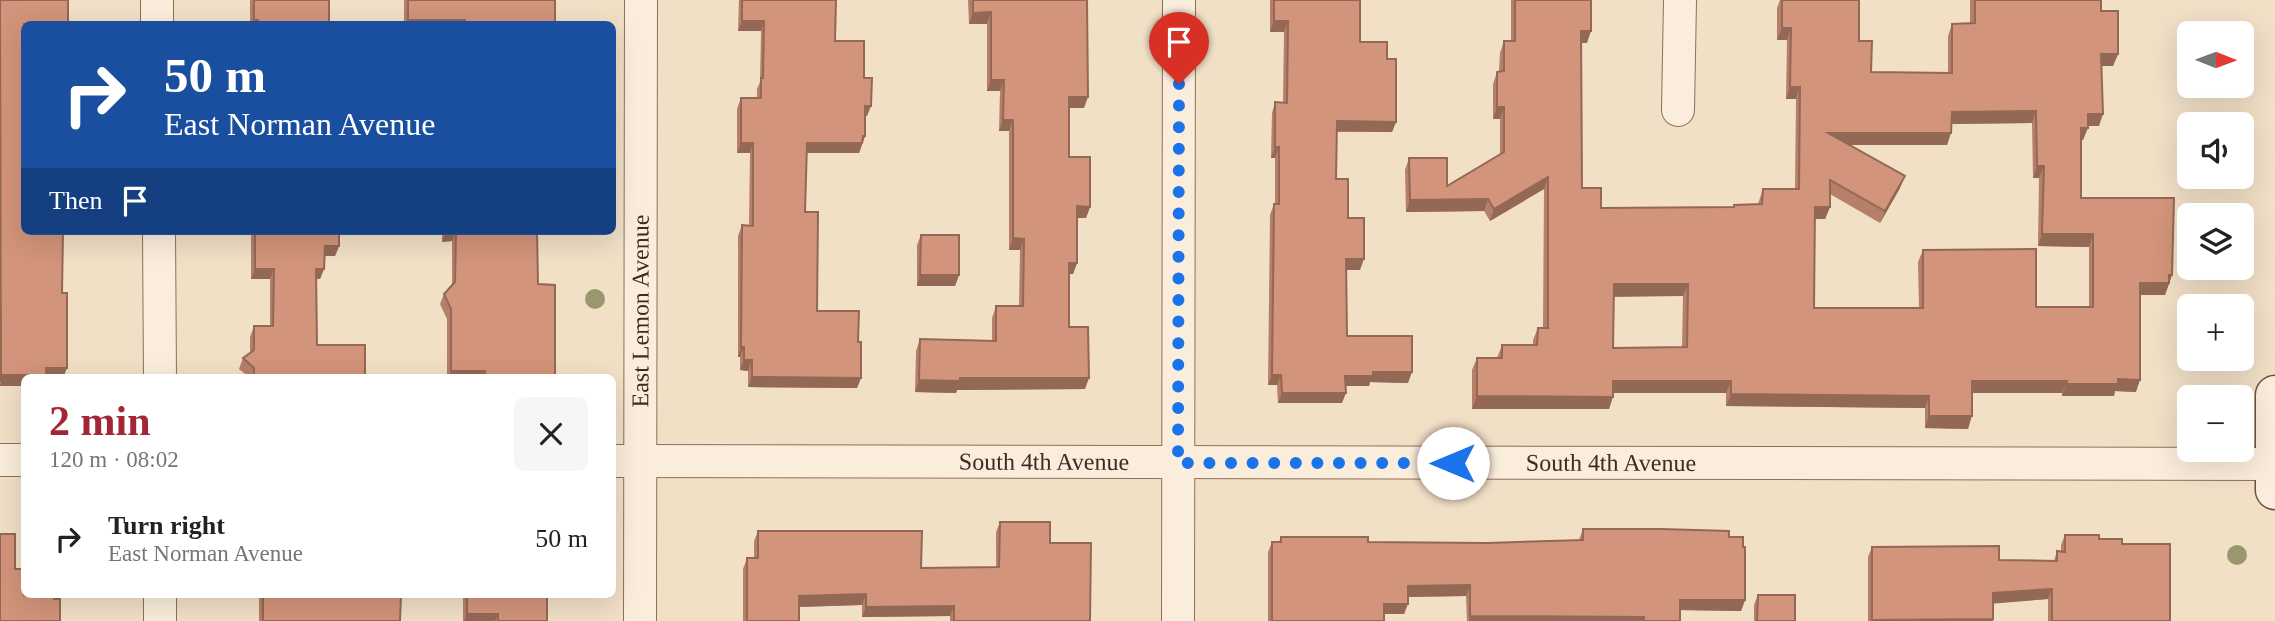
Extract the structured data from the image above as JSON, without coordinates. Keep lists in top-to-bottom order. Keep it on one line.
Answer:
{"streets":{"street":["East Lemon Avenue","South 4th Avenue"]},"crossings":[["East Lemon Avenue","South 4th Avenue"]],"north":"right","page":{"map_buttons":["+","−"],"turn":["50 m","East Norman Avenue"],"then":"Then","heading":["2 min","120 m · 08:02"],"list":[{"name":"Turn right","note":"East Norman Avenue","value":"50 m"}]}}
=====
* **Exercise aim**
What you return should be all of the material above, exactly, and none of its pictures.

* **Exercise result**
Extract the structured data from the image above as JSON, without coordinates. Keep lists in top-to-bottom order. Keep it on one line.
Answer:
{"streets":{"street":["East Lemon Avenue","South 4th Avenue"]},"crossings":[["East Lemon Avenue","South 4th Avenue"]],"north":"right","page":{"map_buttons":["+","−"],"turn":["50 m","East Norman Avenue"],"then":"Then","heading":["2 min","120 m · 08:02"],"list":[{"name":"Turn right","note":"East Norman Avenue","value":"50 m"}]}}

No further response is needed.